By Alex in Everything Else on Nov 27, 2009 at 3:56 pm


There’s a peculiar trend afoot that bucks the macho man culture in Japan: young men who are heterosexuals but say they aren’t interested in girls.

Away from the strutting are the retiring wallflowers, a quiet army of sweet young men with floppy hair and skinny jeans. These young men are becoming known as Japan’s "herbivores" — from the Japanese phrase for "grass-eating boys" — guys who are heterosexual but who say they aren’t really interested in matters of the flesh.

They are drawn to a quieter, less competitive life, focusing on family and friends — and eschewing the macho ways of the traditional Japanese male.

They include men such as Yukihiro Yoshida, a 20-something economics student, who is a self-confessed herbivore. "I don’t take initiative with women, I don’t talk to them," he says, blushing. "I’d welcome it if a girl talked to me, but I never take the first step myself."
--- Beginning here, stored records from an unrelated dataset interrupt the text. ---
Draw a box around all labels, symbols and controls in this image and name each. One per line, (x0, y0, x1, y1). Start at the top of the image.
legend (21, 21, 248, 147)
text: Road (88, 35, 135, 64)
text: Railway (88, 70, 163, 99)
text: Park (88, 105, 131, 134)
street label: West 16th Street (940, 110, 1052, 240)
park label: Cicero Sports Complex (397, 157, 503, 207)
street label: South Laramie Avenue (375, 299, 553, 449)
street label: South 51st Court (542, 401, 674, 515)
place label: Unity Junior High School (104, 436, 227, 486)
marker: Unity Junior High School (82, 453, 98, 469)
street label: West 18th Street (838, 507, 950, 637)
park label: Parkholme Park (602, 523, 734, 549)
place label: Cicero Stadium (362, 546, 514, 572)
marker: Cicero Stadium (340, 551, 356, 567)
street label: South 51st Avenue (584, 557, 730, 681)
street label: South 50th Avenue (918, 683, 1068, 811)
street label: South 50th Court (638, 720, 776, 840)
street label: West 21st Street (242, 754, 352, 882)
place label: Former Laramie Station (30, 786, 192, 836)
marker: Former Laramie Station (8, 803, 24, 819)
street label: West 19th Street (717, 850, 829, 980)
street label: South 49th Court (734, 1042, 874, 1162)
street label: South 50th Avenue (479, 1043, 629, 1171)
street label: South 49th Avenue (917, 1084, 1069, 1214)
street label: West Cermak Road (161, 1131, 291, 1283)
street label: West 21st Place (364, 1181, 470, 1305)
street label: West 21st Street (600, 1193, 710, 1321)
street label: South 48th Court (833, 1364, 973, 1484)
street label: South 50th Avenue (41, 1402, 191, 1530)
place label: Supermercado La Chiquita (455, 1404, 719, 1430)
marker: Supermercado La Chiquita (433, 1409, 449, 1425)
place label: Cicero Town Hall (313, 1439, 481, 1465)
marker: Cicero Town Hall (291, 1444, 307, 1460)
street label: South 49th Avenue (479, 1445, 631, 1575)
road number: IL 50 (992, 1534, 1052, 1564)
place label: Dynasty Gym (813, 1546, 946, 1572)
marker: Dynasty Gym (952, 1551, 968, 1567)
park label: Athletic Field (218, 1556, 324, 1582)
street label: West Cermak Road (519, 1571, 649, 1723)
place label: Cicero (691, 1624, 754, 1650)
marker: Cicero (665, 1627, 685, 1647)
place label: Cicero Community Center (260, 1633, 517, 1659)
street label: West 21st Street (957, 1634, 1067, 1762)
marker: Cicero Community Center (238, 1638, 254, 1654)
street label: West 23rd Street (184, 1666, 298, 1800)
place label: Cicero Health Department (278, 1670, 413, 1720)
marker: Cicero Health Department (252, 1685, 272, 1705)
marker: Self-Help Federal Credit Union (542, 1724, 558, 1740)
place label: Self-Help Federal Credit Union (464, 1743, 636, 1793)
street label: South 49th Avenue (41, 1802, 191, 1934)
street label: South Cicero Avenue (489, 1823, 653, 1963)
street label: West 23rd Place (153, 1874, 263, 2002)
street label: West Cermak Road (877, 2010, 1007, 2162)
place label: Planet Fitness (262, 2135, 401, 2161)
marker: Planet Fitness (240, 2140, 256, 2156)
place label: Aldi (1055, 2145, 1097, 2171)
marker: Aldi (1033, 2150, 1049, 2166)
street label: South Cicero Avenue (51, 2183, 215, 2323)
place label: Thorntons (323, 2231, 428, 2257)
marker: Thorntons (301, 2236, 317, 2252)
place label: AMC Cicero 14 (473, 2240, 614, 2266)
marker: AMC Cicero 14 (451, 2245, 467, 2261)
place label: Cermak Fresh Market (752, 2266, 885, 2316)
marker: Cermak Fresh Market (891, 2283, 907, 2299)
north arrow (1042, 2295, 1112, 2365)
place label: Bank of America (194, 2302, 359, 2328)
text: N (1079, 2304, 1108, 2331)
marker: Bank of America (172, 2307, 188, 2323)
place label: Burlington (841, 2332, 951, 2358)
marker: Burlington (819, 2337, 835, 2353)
Multiple recent surveys suggest that about 60 percent of young Japanese men — in their 20s and early 30s — identify themselves as herbivores. Their Sex and the City is a television show called Otomen, or Girly Guys. The lead character is a martial arts expert, the manliest guy in the whole school. But his secret passions include sewing, baking and crocheting clothes for his stuffed animals.

Don’t we simply used to call these guys nerds? Louisa Lim of NPR has the story: Link (Photo: Louisa Lim/NPR)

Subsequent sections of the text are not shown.